Village in County Londonderry, Northern Ireland

Greysteel or Gresteel is a village in County Londonderry, Northern Ireland. It lies 9 mi to the east of Derry and 7 mi to the west of Limavady on the main A2 coast road between Limavady and Derry, overlooking Lough Foyle. In the 2021 Census it had a population of 1,418 people. It is situated within Causeway Coast and Glens district.

==History==
The village lies mostly within the townlands of Gresteel More and Gresteel Beg.
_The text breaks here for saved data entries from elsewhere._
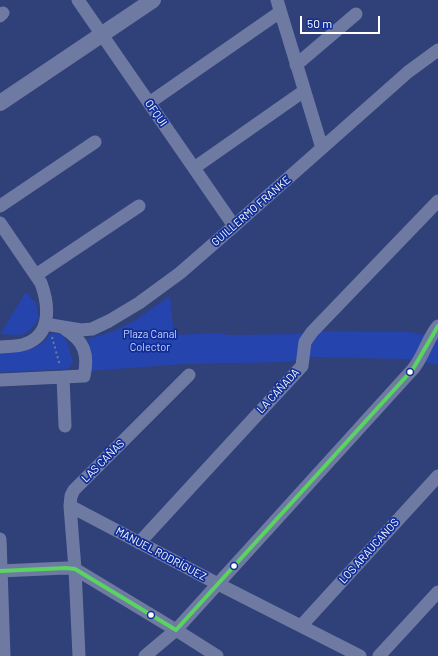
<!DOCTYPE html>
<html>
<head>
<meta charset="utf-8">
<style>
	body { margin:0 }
	#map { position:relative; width:438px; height:656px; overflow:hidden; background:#304078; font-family:Barlow,sans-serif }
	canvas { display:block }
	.scale { position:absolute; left:300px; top:16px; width:80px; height:18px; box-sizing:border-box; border:2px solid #fff; border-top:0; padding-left:5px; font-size:12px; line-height:14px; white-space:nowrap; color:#fff; -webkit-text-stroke:3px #112e97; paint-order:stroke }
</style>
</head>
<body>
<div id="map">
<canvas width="438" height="656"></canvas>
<div class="scale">50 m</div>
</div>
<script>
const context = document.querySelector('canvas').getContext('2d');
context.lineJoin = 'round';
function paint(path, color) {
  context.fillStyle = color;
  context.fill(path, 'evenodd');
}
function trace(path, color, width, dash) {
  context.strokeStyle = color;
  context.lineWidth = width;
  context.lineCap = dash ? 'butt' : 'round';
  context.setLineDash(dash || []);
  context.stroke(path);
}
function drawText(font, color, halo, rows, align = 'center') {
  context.font = font + ' Barlow,sans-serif';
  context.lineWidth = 3.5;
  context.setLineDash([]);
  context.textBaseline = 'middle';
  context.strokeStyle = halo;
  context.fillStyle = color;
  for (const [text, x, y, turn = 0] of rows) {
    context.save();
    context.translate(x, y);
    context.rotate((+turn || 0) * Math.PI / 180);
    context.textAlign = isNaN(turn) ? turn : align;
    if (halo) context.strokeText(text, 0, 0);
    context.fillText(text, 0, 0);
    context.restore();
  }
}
const green = new Path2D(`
	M26 292 36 303 39 317C27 338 23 335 0 334Z
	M170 296 174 335 220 333 228 335 297 334 320 331 408 332 438 337V365L407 359 313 357 287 362 184 364 89 371 92 361 88 339 114 331 136 320Z
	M50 334H61L67 341 73 362 68 369 0 372V352C20 351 38 353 50 334Z`);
const path = new Path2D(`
	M52 337 60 366`);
const minor = new Path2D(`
	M78 0 234 226
	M277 0 322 148
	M0 16 3 13
	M296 65 356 14
	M149 103 280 12
	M194 168 304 91
	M0 206 95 142
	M0 223 41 283C49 305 52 335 25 344 17 347 8 346 0 347
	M36 275 139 206
	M45 324 81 330 92 329 109 321 139 303 180 273 234 226 408 72 438 50
	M63 377 65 426
	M0 380 84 376C89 354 84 341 65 329
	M70 506 218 584 360 656
	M0 539 4 656
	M139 543 302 366 305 342 312 332 438 201
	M0 571 66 568 75 569 176 630 217 656
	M301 626 438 476
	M79 656 75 569 70 506 71 496 74 490 189 375
	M145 656 176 630 413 369C424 356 427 339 438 326
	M379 656 438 592`);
const tertiary = new Path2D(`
	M0 103 153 0`);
const bus1 = new Path2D(`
	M0 571 66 568 75 569 176 630
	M176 630 413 369 438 326`);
const markers = [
	[410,372,3.5,"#fff"],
	[234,566,3.5,"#fff"],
	[151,615,3.5,"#fff"]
];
const streetNames = [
	["OFQUI",156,113,55],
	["GUILLERMO FRANKE",251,211,-41],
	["LA CAÑADA",278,391,-47],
	["LAS CAÑAS",103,461,-45],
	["LOS ARAUCANOS",369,551,-48],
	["MANUEL RODRÍGUEZ",161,554,28]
];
const parkNames = [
	["Plaza Canal",150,334],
	["Colector",150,347]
];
paint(green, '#2644ae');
trace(path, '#6f7aa3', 2, [2, 3]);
trace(minor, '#6f7aa3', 13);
trace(tertiary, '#6f7aa3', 16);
trace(bus1, '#5ad460', 4);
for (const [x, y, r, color] of markers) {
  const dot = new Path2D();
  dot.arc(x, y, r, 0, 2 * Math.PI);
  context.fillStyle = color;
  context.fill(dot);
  trace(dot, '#112e97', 1.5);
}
drawText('11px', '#fff', '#112e97', streetNames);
drawText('11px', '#cad6fe', '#112e97', parkNames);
</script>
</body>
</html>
The name "Greysteel" may be a part-translation of the Irish Glas-stiall, meaning "grey strip (of land)", and the Placenames Database of Ireland gives this as the Irish name of the village. An older English name for the area was "Glasteele".

===The Troubles===
During the Troubles, nine people were killed in the Greysteel area:
- On 14 November 1976, Jim Loughrey was shot dead by loyalists at his home.
- On 30 October 1993, members of the Ulster Defence Association carried out a mass shooting at the Rising Sun public house, killing eight civilians. This became known as the Greysteel massacre.

==Places of interest==
- Nearby Faughanvale Old church dates back to the medieval period and is dedicated to Saint Canice.

==Transport==
The village is adequately served in terms of public transport and City of Derry Airport is located 4 km to the west.

==Sport==
- Faughanvale GAC is the local Gaelic Athletic Association club.

== 2001 Census ==
Greysteel is classified as a village by the NI Statistics and Research Agency (NISRA) (i.e. with a population between 1,000 and 2,250 people). On Census day (29 April 2001) there were 1,229 people living in Greysteel. Of these:
- 25.4% were aged under 16 years and 11.7% were aged 60 and over
- 50.2% of the population were male and 49.8% were female
- 96.6% were from a Catholic background and 2.9% were from a Protestant background
- 0.8% of people aged 16–74 were unemployed.